Other tail of chi-squared distribution (goodness of fit)

You should have noticed the X^2 is always non-negative, X^2 being far from zero only occurs in one tail (unlike the normal distribution). Because there are several dimensions, there is not the notion of above or below the expected value. But the tail of the chi-squared distribution near zero is useful; it can be used to address whether data agrees "too well" with the hypothesis, e.g., whether the experiment was truly random. [For example, if you flipped a coin 1000 times, you would not expect to get exactly 500 heads, this would correspond to a z-score "too near" zero.]
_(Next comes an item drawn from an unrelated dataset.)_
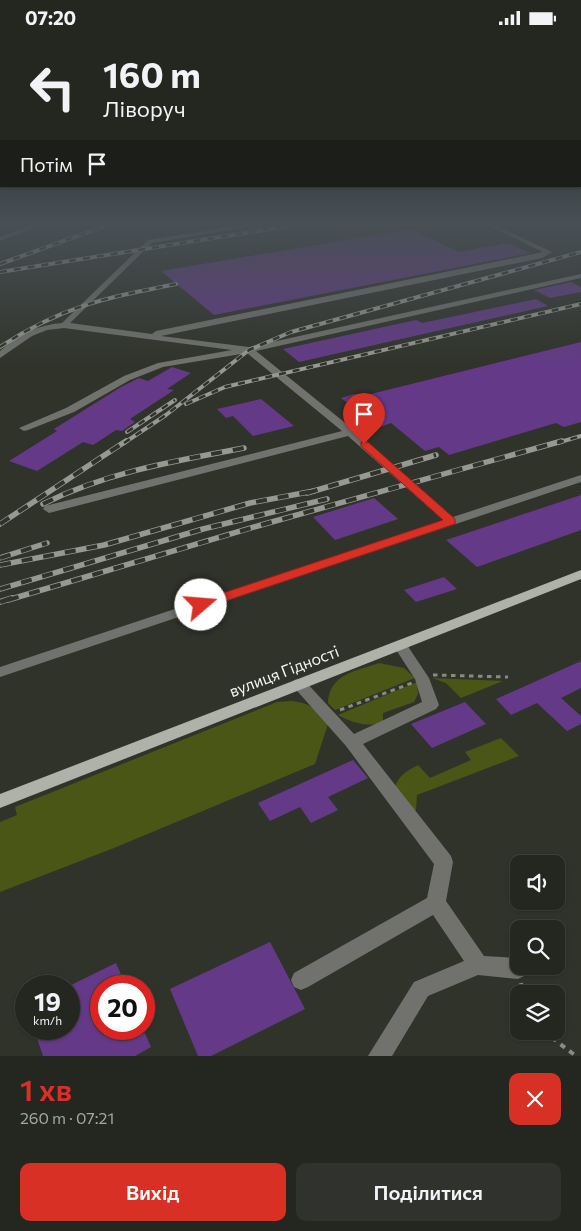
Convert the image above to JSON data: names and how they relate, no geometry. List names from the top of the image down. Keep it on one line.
{"streets":{"main road":["вулиця Гідності"]},"page":{"status":"07:20","turn":["160 m","Ліворуч"],"then":"Потім","speed":"19 km/h","limit":"20","heading":["1 хв","260 m · 07:21"],"buttons":["Вихід","Поділитися"]}}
In the multinomial context, one would not expect to get 166 each of red and green M& M's and 167 each of brown, tan, orange, and yellow if one randomly chose 1000 from a vat with equal frequencies of the six colors. The value of X^2 for this selection would be .008, which is very close to zero, reflecting that the observed values are very close to the expected values. The probability of such a small X^2 if the selection was truly random is very small.

Being "too close" to the expected values can be quantified with the area to the left of the observed X^2. Subscripts such as .99 in the chi-squared table indicate that the area to the left is (in this case) .01. We identify a result as "to close" to the expected value if the observed X^2 lies within the left hand tail with the area of the specified level of significance.
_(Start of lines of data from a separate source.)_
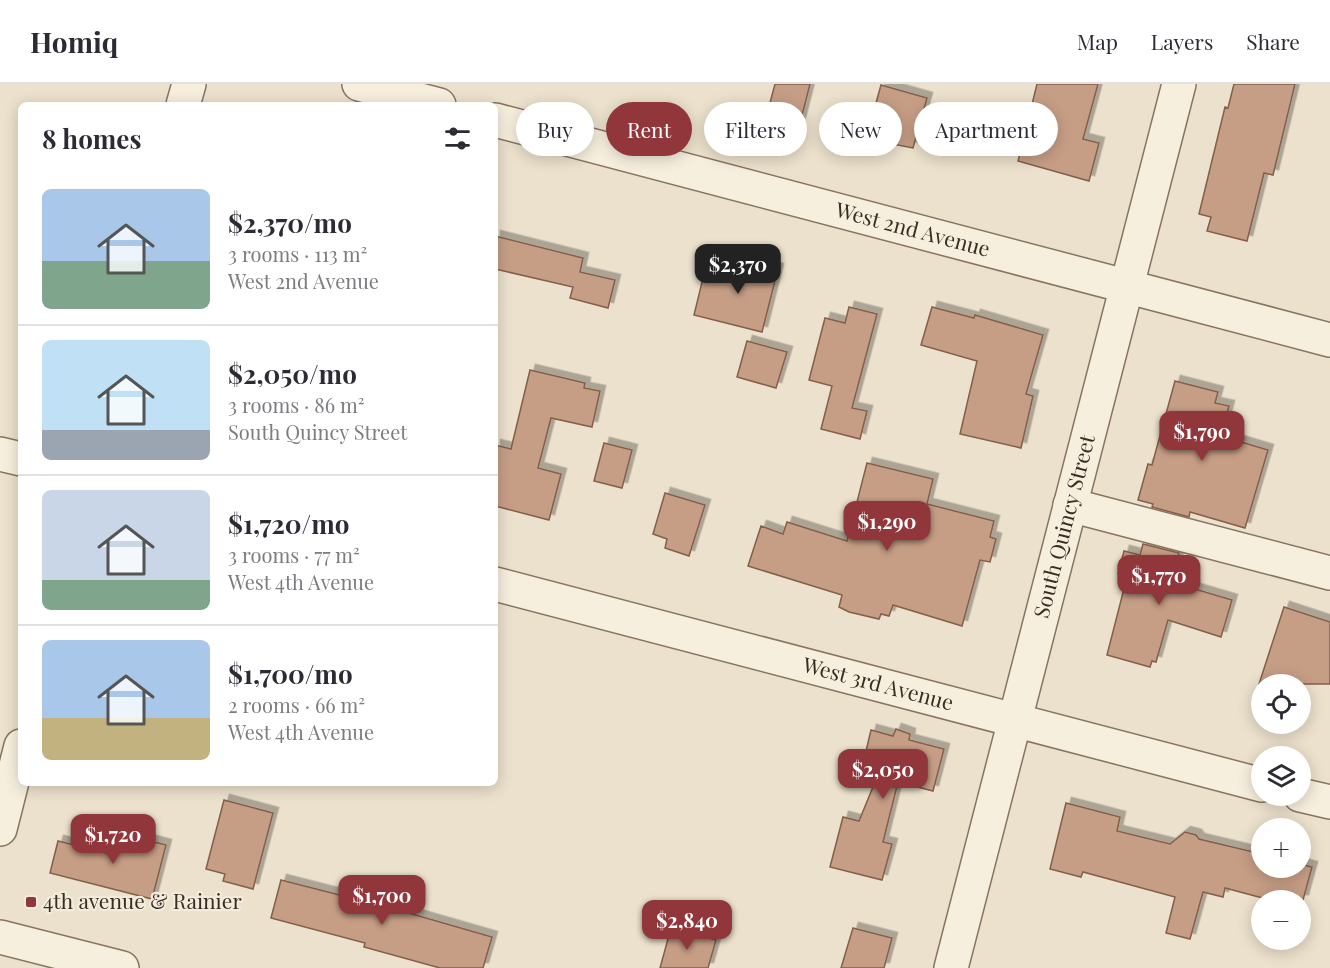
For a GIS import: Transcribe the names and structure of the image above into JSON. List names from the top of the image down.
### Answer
{
  "streets": {
    "street": ["West 2nd Avenue", "South Quincy Street", "West 3rd Avenue"]
  },
  "crossings": [
    ["West 2nd Avenue", "South Quincy Street"],
    ["South Quincy Street", "West 3rd Avenue"]
  ],
  "places": {
    "transit": ["4th avenue & Rainier"]
  },
  "page": {
    "header": "Homiq",
    "nav": ["Map", "Layers", "Share"],
    "chip": [
      "Buy",
      "Rent",
      "Filters",
      "New",
      "Apartment"
    ],
    "heading": "8 homes",
    "list": [
      {
        "name": "$2,370/mo",
        "note": "3 rooms · 113 m² · West 2nd Avenue"
      },
      {
        "name": "$2,050/mo",
        "note": "3 rooms · 86 m² · South Quincy Street"
      },
      {
        "name": "$1,720/mo",
        "note": "3 rooms · 77 m² · West 4th Avenue"
      },
      {
        "name": "$1,700/mo",
        "note": "2 rooms · 66 m² · West 4th Avenue"
      }
    ],
    "price": [
      "$2,370",
      "$1,790",
      "$1,290",
      "$1,770",
      "$2,050",
      "$1,720",
      "$1,700",
      "$2,840"
    ],
    "map_buttons": ["+", "−"]
  }
}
Example If one found 19 B, 16 T, 17 G, 17 O, 16 Y, and 15 R candies in a bag which was allegedly randomly filled from a source with equal frequencies of all colors, The expected values would be 16.67 of each color, since there are 100 candies total. X^2 is readily calculated, and is equal to .560. There are five degrees of freedom. .554 .LT. .560 .LT. .831 (look at the 5 df row in the chi-squared table), hence the observed values are "too close" to the expected values at the .025 (= 1-.975) significance level, but not at the .01 (=1-.99) significance level. "Too close" in this case would indicate that the candies were selected to balance the colors,rather than at random.


3) If a business man employs 12 Blacks, 7 Hispanics, and 31 Caucasians in a community which is 20% Black, 15% Hispanic, and 65% Caucasian; would you accuse him of using quotas? At what significance level?